First, you need to change corenlp path directly in my code. You should find a fixme in ZhTokenizer class. Second, as an old issue reported, pexpect package ver 4.4 may have unwanted behavior, make sure you have a latest build. If you still meets the problem, try to print actual command directly and see if it can work.

你好，我是华师的同僚，我也遇到这个问题了，困扰了好久，请问你是怎么解决的啊，好难受啊

I try: from drqa.tokenizers import CoreNLPTokenizer tok = CoreNLPTokenizer()

run this script

“ python scripts/reader/preprocess.py data/datasets data/datasets --split SQuAD-v1.1-train --tokenizer corenlp ”

is all ok

but I test CoreNLPTokenizer in Chinese word segmentation。

>>> from drqa.tokenizers import CoreNLPTokenizer
>>> tok = CoreNLPTokenizer()
[init tokenizer done]
>>> tok.tokenize('hello world 湖北省武汉市公共交通系统').words()
['hello', 'world', '湖北省', '武汉市', '公共', '交通', '系统']
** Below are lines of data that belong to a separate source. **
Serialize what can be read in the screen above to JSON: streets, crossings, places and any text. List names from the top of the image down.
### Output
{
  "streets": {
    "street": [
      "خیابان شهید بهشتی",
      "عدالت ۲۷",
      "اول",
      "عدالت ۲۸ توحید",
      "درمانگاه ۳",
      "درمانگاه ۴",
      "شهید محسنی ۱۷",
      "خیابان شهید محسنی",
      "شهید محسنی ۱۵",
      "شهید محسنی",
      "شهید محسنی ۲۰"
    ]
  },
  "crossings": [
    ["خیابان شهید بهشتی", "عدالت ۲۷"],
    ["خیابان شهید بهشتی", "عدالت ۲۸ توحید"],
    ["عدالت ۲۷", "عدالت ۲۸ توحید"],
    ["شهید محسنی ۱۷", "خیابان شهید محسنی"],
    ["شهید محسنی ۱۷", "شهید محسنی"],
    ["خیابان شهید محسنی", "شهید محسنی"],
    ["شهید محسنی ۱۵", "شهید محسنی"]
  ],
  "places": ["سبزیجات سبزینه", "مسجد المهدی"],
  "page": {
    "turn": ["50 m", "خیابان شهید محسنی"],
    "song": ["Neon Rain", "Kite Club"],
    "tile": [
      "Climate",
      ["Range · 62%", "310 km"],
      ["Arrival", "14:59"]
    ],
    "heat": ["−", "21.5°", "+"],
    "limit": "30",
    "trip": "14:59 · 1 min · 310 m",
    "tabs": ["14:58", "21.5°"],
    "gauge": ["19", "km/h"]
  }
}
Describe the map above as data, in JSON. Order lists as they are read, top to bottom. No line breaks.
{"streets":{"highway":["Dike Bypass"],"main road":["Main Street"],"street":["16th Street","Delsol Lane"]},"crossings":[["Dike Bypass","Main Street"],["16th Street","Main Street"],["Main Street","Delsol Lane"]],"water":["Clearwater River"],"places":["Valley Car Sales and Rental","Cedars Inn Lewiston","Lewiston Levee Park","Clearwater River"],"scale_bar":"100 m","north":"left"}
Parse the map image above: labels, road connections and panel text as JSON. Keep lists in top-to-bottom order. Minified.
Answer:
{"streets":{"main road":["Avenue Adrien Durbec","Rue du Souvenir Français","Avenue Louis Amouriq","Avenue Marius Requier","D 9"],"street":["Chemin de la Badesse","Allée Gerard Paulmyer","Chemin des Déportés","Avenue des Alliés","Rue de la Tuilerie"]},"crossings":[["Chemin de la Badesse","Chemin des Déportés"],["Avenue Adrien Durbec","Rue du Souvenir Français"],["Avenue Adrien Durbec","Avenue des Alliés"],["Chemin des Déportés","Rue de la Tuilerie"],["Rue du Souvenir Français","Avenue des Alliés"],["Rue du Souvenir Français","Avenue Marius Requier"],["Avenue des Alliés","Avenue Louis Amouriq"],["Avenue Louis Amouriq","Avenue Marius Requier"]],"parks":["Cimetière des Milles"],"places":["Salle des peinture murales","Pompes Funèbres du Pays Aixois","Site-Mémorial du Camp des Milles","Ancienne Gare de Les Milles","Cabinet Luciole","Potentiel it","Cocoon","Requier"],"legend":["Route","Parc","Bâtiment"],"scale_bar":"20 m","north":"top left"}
cmd is OK see as as follows

hugang@server-white:~$ java   -mx3g  -cp    "/home/hugang/DrQA/data/corenlp/*" edu.stanford.nlp.pipeline.StanfordCoreNLP    -annotators tokenize,ssplit,pos,lemma,ner -props StanfordCoreNLP-chinese.properties
[main] INFO edu.stanford.nlp.pipeline.StanfordCoreNLP - Adding annotator tokenize
[main] INFO edu.stanford.nlp.wordseg.ChineseDictionary - Loading Chinese dictionaries from 1 file:
[main] INFO edu.stanford.nlp.wordseg.ChineseDictionary -   edu/stanford/nlp/models/segmenter/chinese/dict-chris6.ser.gz
[main] INFO edu.stanford.nlp.wordseg.ChineseDictionary - Done. Unique words in ChineseDictionary is: 423200.
[main] INFO edu.stanford.nlp.ie.AbstractSequenceClassifier - Loading classifier from edu/stanford/nlp/models/segmenter/chinese/ctb.gz ... done [12.3 sec].
[main] INFO edu.stanford.nlp.pipeline.StanfordCoreNLP - Adding annotator ssplit
[main] INFO edu.stanford.nlp.pipeline.StanfordCoreNLP - Adding annotator pos
[main] INFO edu.stanford.nlp.tagger.maxent.MaxentTagger - Loading POS tagger from edu/stanford/nlp/models/pos-tagger/chinese-distsim/chinese-distsim.tagger ... done [2.9 sec].
[main] INFO edu.stanford.nlp.pipeline.StanfordCoreNLP - Adding annotator lemma
[main] INFO edu.stanford.nlp.pipeline.StanfordCoreNLP - Adding annotator ner
[main] INFO edu.stanford.nlp.ie.AbstractSequenceClassifier - Loading classifier from edu/stanford/nlp/models/ner/chinese.misc.distsim.crf.ser.gz ... done [3.8 sec].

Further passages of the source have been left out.